“Twilight over meadow and water, the eve-star shining above the hill, and Old Nog the heron crying kra-a-ark! as his slow dark wings carried him down to the estuary.” (First line, Tarka the Otter, Henry Williamson, 1927)
A couple of days ago I was walking along Barons Court Road with Bertie when a young couple (early 30s) left their house. As so often happens, she was charmed by Bertie and confided her father has a black Labrador also called Bertie. I told her my grandfather had Labrador bitches with names always starting with B. He looked distinctly bored; so far so normal. But then she noticed I was carrying a Puffin paperback edition of Tarka the Otter and said it is her favourite book. I was really surprised that someone her age had even heard of it but it is still much loved and its author revered. The Henry Williamson Society thrives. Members pay £15, are invited to two meetings each year and receive an annual Journal and Newsletter. Henry Williamson’s family are prominent members.
When I was a child there was a pack of harriers that hunted otters before switching to hares later in the year. The Master and owner of the pack was a good-natured Dutchman and it was said they never killed an otter but enjoyed splashing around in otter hunting shorts, a garment immortalised when Mr Huggins helps Donald Cameron pack for a country house weekend.
“Donald’s protests were overridden tempestuously. For instance, when he pleaded almost tearfully, “I can’t take a pair of grey flannels with a hole in the knee,” the invincible Mr. Huggins whipped out a pair of scissors and instantly converted the trousers into shorts, exclaiming as he did so, ‘There you are! Shorts for otter-hunting. Put them in the otter-hunting suitcase.’ “(England, Their England, AG MacDonell, 1933}
When Henry Williamson was writing in the 1920s otters were plentiful and hunted by hounds. It was not this that led to their drastic decline in numbers from the 1950s but use of organochlorine insecticides and ‘improvements’ in river management. Williamson himself thought otter hunting cruel but joined the Cheriton Otter Hunt to gain information for his book. Disappointingly members of the hunt in 1900 are not wearing shorts.
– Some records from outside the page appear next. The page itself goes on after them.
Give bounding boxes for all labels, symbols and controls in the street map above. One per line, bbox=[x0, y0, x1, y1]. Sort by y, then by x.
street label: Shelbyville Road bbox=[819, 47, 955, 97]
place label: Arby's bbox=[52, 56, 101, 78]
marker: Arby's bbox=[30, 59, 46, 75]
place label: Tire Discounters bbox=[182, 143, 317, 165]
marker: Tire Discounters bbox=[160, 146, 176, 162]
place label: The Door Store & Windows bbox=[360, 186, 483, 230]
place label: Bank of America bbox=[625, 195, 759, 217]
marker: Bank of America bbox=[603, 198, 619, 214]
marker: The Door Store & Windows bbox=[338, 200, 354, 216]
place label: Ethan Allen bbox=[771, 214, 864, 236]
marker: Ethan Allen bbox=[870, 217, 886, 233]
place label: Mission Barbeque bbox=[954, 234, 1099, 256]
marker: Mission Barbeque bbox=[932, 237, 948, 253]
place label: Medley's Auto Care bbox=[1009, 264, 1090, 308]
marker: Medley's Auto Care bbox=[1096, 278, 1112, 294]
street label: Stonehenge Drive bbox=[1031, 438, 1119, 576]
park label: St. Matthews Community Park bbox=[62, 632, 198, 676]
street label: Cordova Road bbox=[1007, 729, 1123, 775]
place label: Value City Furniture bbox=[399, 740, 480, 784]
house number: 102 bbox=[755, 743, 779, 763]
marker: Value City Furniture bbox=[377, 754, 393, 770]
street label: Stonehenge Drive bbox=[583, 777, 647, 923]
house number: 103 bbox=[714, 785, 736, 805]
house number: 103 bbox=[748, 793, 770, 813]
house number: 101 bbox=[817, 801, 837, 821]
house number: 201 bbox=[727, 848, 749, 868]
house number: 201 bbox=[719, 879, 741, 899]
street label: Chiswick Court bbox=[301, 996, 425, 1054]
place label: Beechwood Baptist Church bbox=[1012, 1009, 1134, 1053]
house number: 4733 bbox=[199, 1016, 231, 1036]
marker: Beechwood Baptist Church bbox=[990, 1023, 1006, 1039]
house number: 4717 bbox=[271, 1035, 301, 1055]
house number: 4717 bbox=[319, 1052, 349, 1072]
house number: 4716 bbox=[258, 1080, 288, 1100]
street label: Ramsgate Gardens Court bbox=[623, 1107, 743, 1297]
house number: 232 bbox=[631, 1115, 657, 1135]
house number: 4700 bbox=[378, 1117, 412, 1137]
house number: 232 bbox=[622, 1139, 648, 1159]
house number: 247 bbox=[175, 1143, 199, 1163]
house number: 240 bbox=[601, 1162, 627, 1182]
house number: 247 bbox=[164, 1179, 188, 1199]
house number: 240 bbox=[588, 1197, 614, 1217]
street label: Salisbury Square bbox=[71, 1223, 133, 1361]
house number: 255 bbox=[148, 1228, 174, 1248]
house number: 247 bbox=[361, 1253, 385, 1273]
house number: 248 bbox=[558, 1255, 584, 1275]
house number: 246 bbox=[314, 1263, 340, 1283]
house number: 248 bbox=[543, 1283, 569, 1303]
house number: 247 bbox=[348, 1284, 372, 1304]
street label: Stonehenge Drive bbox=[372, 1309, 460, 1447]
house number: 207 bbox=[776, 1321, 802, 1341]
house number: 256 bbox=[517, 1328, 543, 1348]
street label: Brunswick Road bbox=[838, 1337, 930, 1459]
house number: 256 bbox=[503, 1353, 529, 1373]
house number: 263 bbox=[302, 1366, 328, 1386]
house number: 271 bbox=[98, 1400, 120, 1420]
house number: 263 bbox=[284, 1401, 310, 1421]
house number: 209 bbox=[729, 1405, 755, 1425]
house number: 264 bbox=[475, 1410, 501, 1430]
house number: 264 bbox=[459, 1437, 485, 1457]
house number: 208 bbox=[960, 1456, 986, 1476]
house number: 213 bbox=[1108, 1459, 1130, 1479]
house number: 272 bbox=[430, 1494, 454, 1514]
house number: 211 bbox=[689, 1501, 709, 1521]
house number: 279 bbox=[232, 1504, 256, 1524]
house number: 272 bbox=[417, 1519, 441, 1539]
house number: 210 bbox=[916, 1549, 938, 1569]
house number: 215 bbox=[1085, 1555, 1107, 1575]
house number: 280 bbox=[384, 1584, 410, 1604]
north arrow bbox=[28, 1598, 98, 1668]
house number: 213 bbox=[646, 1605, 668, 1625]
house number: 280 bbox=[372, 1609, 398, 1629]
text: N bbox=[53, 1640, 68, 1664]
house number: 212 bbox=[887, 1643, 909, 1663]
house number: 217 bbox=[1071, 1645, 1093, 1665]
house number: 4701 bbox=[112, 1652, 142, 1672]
Otters have been a protected species throughout the British Isles since the 1970s. Co Cork and Co Limerick were the last bastions of the ‘sport’ with four packs (the Bride Valley, Bride View and Cork City Otter Hunts, all in Cork and the Desmond Otter Hunt in Co Limerick) hunting under special licences from April to October until a complete ban was enacted by Charles Haughey’s government in 1990. Foxes are not a protected species in the republic and there are forty-one registered packs of hounds. Fox hunting was banned in the UK in 2004.